I loved attending the Positive Schools Conference 2016 at UWC East, Singapore . There was so much useful information that I’m still processing everything I learned! Here are two key points which resonated with me. 

1) “You can’t have student wellbeing without teacher wellbeing” Dr Linda Graham

It’s been quite frightening to notice the huge increases in teachers’ workload and the huge numbers of teachers who leaving the profession as a result. This quote from Dr Linda Graham really hit home for me. As a teacher, despite my best intentions at the start of each term, my work/life balance (balance, ha!) always changed so the work aspect dominated very quickly. I ignored my energy levels and less-than-optimal health, cancelled planned exercise and ate increasingly more junk as the term progressed and I became more and more tired. From speaking to friends and colleagues, I know for a fact I’m not the only one with this experience. With such a heavy focus on student wellbeing, now is the perfect time to give serious thought as to how schools can promote teachers’ wellbeing. I truly believe that a culture of wellbeing for staff comes largely from the leadership team. An important piece is the professional behaviour which leaders model. If your leader leaves at a reasonable time, avoids working at the weekend and emphases staff wellbeing in an authentic way, you can bet that teachers are happy to follow. Another key aspect of increasing teacher wellbeing is the workload. Listening to teachers and regularly questioning why we do what we do is a fantastic way to evaluate workload. There’s a big difference between productive tasks which positively impact student achievement and engagement and busy tasks which teachers find themselves doing without any real underlying purpose. 
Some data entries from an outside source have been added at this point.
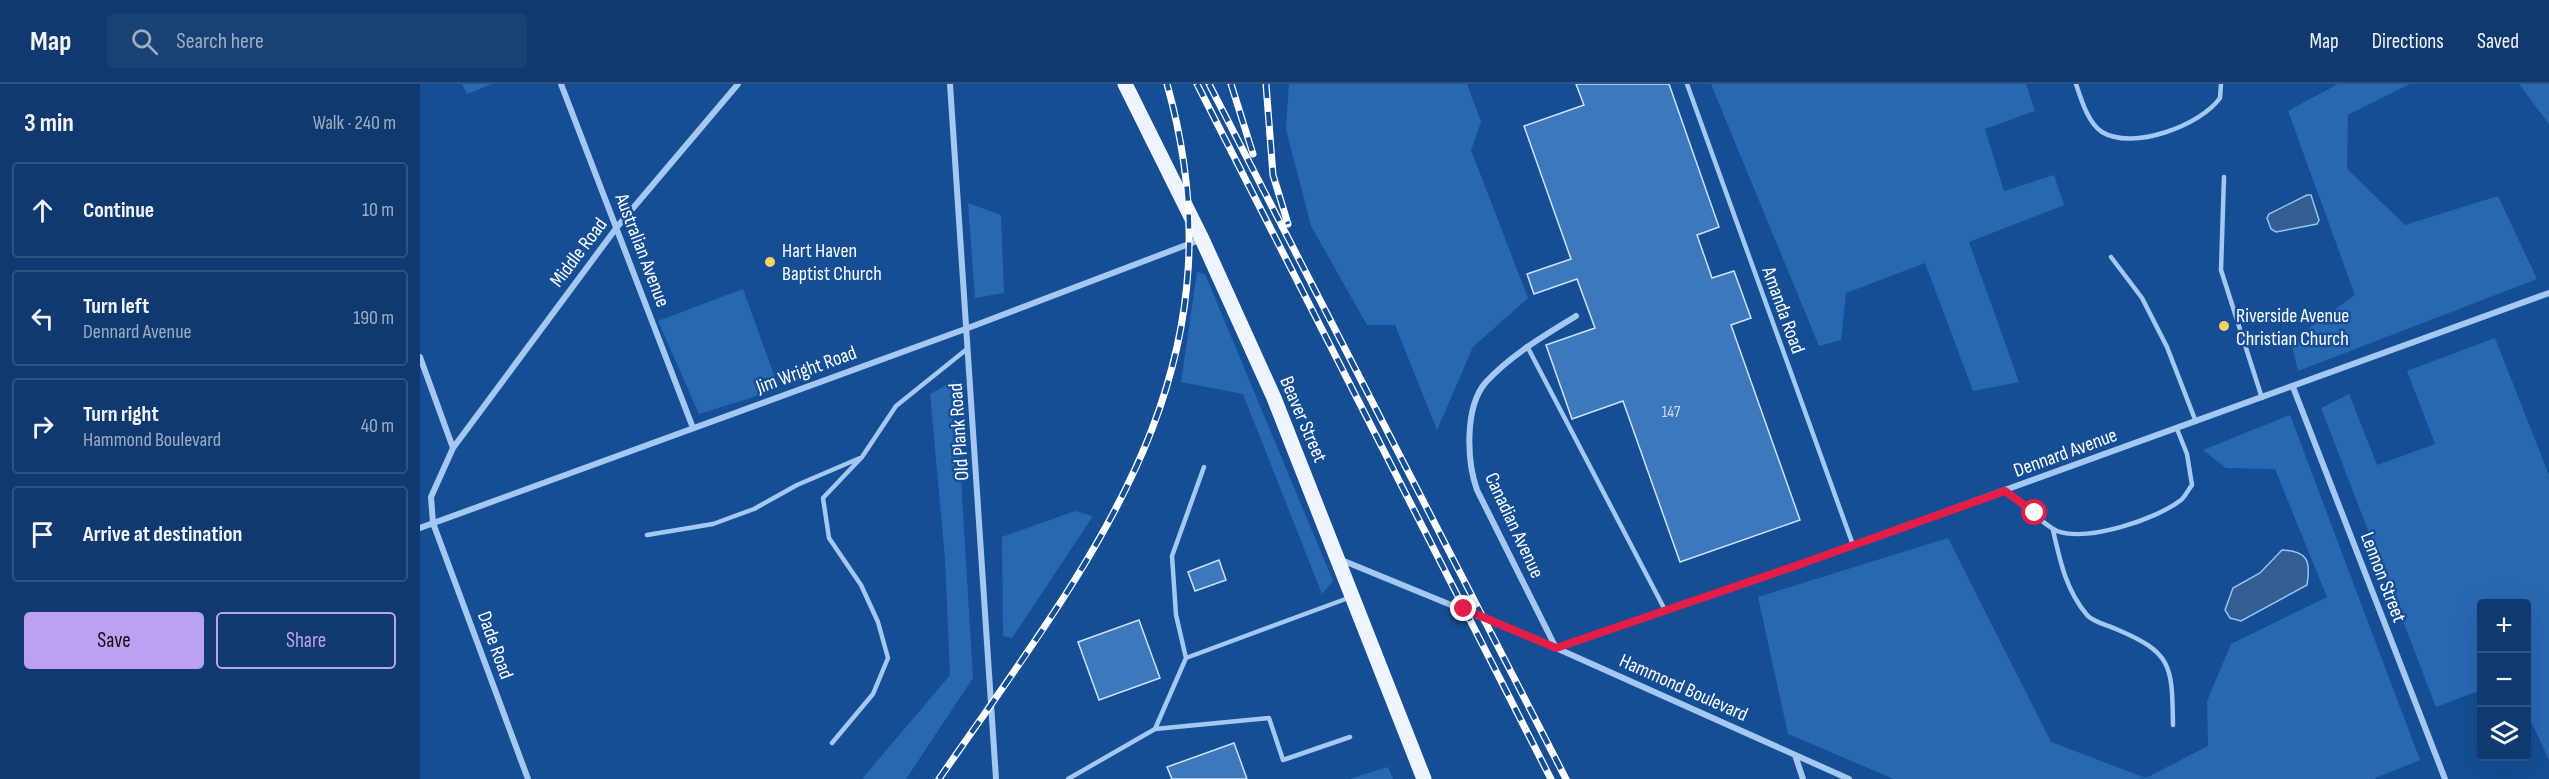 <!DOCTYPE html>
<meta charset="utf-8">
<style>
:root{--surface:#103a6f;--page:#194174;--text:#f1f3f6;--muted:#9cadc3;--line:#305482;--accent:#bca0f2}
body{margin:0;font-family:"Sofia Sans Condensed",sans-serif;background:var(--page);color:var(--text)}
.controls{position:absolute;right:18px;bottom:18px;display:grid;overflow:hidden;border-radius:6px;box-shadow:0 6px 24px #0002}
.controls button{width:54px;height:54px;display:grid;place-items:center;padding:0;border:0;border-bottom:2px solid var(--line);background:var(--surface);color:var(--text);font:30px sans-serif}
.stop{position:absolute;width:18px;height:18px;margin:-14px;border:4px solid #e11d48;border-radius:50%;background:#fff}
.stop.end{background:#e11d48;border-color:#fff;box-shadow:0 2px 6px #0008}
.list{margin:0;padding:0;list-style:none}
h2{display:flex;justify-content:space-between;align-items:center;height:78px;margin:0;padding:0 24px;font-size:26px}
h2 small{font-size:20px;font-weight:400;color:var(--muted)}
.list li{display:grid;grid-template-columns:39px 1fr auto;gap:18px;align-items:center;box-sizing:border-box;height:96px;margin:0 12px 12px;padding:0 12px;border:2px solid var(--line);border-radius:6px}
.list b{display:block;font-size:22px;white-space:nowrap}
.list p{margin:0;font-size:20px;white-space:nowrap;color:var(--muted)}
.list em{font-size:20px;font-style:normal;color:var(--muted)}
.actions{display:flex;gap:12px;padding:18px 24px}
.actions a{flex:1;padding:14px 0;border:2px solid var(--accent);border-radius:6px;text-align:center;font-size:21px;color:var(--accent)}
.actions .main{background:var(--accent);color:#111}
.icon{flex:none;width:33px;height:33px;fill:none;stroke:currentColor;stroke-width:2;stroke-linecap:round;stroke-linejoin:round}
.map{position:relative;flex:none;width:2129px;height:695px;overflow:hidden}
header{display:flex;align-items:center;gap:36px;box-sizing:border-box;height:84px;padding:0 30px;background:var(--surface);border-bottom:2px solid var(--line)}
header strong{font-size:28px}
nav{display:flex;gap:33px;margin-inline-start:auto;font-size:21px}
.search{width:420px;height:54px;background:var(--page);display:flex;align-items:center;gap:15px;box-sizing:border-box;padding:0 21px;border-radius:6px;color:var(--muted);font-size:22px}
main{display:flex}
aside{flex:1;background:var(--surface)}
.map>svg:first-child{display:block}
.green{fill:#2868b3}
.water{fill:#345e91;stroke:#96c3f4;stroke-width:1.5}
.building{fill:#3d77bc;stroke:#cce2fc;stroke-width:1.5}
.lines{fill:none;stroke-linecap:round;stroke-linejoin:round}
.service{stroke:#a4c8f1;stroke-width:4.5}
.minor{stroke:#a4c8f1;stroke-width:6}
.primary{stroke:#eff5ff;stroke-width:15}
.rail-casing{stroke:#fff;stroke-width:7}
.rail{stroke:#154e94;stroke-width:4.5;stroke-dasharray:14;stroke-linecap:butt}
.route{stroke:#e11d48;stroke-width:8}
.poi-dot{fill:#ffd165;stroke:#154e94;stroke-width:2}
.labels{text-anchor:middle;stroke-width:5;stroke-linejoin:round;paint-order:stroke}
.number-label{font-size:16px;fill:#ceddee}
.street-label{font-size:20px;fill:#fff;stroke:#154e94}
.poi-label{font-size:20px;fill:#fff;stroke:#154e94;text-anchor:start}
</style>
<header>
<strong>Map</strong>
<div class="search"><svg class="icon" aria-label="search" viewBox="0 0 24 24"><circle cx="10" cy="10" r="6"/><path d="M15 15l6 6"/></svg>Search here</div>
<nav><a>Map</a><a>Directions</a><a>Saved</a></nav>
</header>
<main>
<aside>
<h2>3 min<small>Walk · 240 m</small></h2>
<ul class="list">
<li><svg class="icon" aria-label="ahead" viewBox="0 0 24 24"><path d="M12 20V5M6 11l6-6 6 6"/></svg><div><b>Continue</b></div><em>10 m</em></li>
<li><svg class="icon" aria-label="left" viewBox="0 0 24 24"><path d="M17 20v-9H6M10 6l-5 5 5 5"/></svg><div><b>Turn left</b><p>Dennard Avenue</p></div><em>190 m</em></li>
<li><svg class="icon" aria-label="right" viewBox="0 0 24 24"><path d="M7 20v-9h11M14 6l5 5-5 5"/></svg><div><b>Turn right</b><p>Hammond Boulevard</p></div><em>40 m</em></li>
<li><svg class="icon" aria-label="arrive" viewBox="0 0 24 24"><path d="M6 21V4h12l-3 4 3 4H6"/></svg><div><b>Arrive at destination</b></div></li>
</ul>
<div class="actions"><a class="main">Save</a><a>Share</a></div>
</aside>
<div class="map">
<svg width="2129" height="695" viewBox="0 0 2129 695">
<rect width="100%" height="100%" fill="#154e94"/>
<path class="green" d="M42,0h30l-25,10z
M869,0h178l14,38 -10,28 57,148 -55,49 -36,83 -42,-105h-28l-56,-99 -25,-97z
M1291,0h315l9,27 -50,18 19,62 50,-16 10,30 -95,37 50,140 -46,9 -48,-128 -79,30 -5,47 -22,6z
M1918,0h72l-62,31 -1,54 58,56 93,-29 39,83 -239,92 -7,-30 64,-46 -67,-184z
M2099,0h30v40z
M548,119l33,12 3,78 -29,5z
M777,188l8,2 128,307 -11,13 -79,-200 -62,-12z
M323,205l36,100 -80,25 -41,-93z
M2075,254l54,137v285l-22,-47 -1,-109h-44l-1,86 -45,17 -115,-299 28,-14 28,71 58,-21 -28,-73z
M535,296l18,298 -67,101h-44l88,-104 -5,-117 -15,-164z
M1870,331l130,345 -47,19h-479l-106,-45 -30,-137 190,-59 103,204 95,36 62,-32 -1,-45 24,-57 96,-47 -52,-128 -49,-1 -23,-18z
M655,427l18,5 -81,122 -9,-2 -1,-99z
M968,683l5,12h-44z"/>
<path class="water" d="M1887,111h4l8,25 -2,4 -41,8 -5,-3 -4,-11 2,-4z
M1862,466c26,1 29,11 25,35l-66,36 -11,-3 -5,-8 8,-22 27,-15z"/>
<path class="building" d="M1156,0h93l50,143 -22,8 15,43 22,-7 17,47 -20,7 69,195 -120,42 -57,-161 -51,18 -26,-74 49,-17 -18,-49 -43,15 -7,-20 44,-15 -47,-133 60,-21z
M799,476l7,20 -31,11 -7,-19z
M719,536l21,58 -61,22 -21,-58z
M814,659l13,36h-75l-5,-12z"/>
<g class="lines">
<path class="service" d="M1267,0l166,461
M1656,0c5,15 12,39 26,48 31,19 99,-7 118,-34l1,-14
M1804,93l-3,93 41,128
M1691,173l31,41 25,49 29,75
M1107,262l138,264
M1585,407c11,8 43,37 52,40 30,11 98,-11 124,-31 4,-3 7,-10 11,-15l-5,-31 -10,-25
M1633,446c7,31 13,60 34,85 6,7 20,10 29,14 57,24 56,37 57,96
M227,451l66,-11 41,-15 43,-24 63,-27
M766,574l-10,-43 -4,-59 32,-89
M735,645l114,-11 14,42 67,-23
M412,659l41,-49 15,-36 -10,-36 -17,-37 -32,-47 -6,-40 39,-41 34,-51 71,-57
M648,695l87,-50 31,-71 165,-61"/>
<path class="minor" d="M141,0l132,344
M530,0l46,695
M1156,232c-32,20 -64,38 -90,66 -22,25 -19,80 -9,108l79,158 242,-83 751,-272
M0,273l33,91
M1873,303l152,392
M0,444l548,-200 234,-89
M919,475l217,89 293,131
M1375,671l8,24
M108,695l-95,-256 -2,-26 22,-49 164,-221 121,-143"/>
<path class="primary" d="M705,0l77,155 72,159 150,381"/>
<g class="rail-casing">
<path id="rail" d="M777,0l354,695
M789,0l357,695
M811,0l22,70
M846,0l7,91 15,49
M519,695c153,-221 309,-407 228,-695"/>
</g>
<use href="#rail" class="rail"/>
</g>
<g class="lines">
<path class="route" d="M1044,525l92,39 242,-83 207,-74 30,22"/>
</g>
<g class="poi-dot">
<circle cx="350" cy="178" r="6"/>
<circle cx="1804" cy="242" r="6"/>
</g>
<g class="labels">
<g class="number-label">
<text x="1251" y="333">147</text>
</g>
<g class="street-label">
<text transform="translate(223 166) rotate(69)" y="7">Australian Avenue</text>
<text transform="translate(158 168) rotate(-53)" y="7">Middle Road</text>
<text transform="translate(1364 226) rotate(70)" y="7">Amanda Road</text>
<text transform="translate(386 285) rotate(-20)" y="7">Jim Wright Road</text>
<text transform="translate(884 335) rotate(67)" y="7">Beaver Street</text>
<text transform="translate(538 348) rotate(-94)" y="7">Old Plank Road</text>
<text transform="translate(1645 368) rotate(-20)" y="7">Dennard Avenue</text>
<text transform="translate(1095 441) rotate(65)" y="7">Canadian Avenue</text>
<text transform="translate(1964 493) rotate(69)" y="7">Lennon Street</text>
<text transform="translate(76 561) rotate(70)" y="7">Dade Road</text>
<text transform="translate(1264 603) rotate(24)" y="7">Hammond Boulevard</text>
</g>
<g class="poi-label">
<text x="362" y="173">Hart Haven<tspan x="362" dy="23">Baptist Church</tspan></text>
<text x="1816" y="238">Riverside Avenue<tspan x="1816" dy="23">Christian Church</tspan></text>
</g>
</g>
</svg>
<div class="controls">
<button>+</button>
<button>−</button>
<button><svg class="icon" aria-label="layers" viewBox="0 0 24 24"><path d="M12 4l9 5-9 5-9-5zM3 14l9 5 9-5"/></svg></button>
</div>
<div class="stop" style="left:1615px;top:429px"></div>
<div class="stop end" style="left:1044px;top:525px"></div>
</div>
</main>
2) “Emotional literacy is so important: can your students differentiate between sadness and depression?” Dr Michael Carr-Gregg

I was delighted to hear this comment as I’ve always considered emotional literacy to be a vital skill.  We know from research that the process of labelling one’s feelings actually decreases the ’emotional reactivity’ in the brain (Lieberman et al, 2007). This is huge! Let me explain why. Say you have a child who’s devastated after an argument with their friend, or a student who is frustrated and angry with a difficult task. If those students can articulate their exact feelings, the emotion subsides more quickly, making it easier to resolve the situation and move forward. This is a huge bonus for teachers, when you have a number of children to attend to at any given time during the day. Happily, emotional literacy is a skill which is relatively easy to teach and learn when you know how*! In my own doctoral research, my Year 5 students completed a range of independent activities which dramatically improved their emotional vocabulary over a relatively short period of time. Not only that, but they used that language in their discussions and in their writing across curriculum subjects.

I’d thoroughly recommend attending the Positive Schools Conference 2017 to all educators, particularly those responsible for leading wellbeing and pastoral care.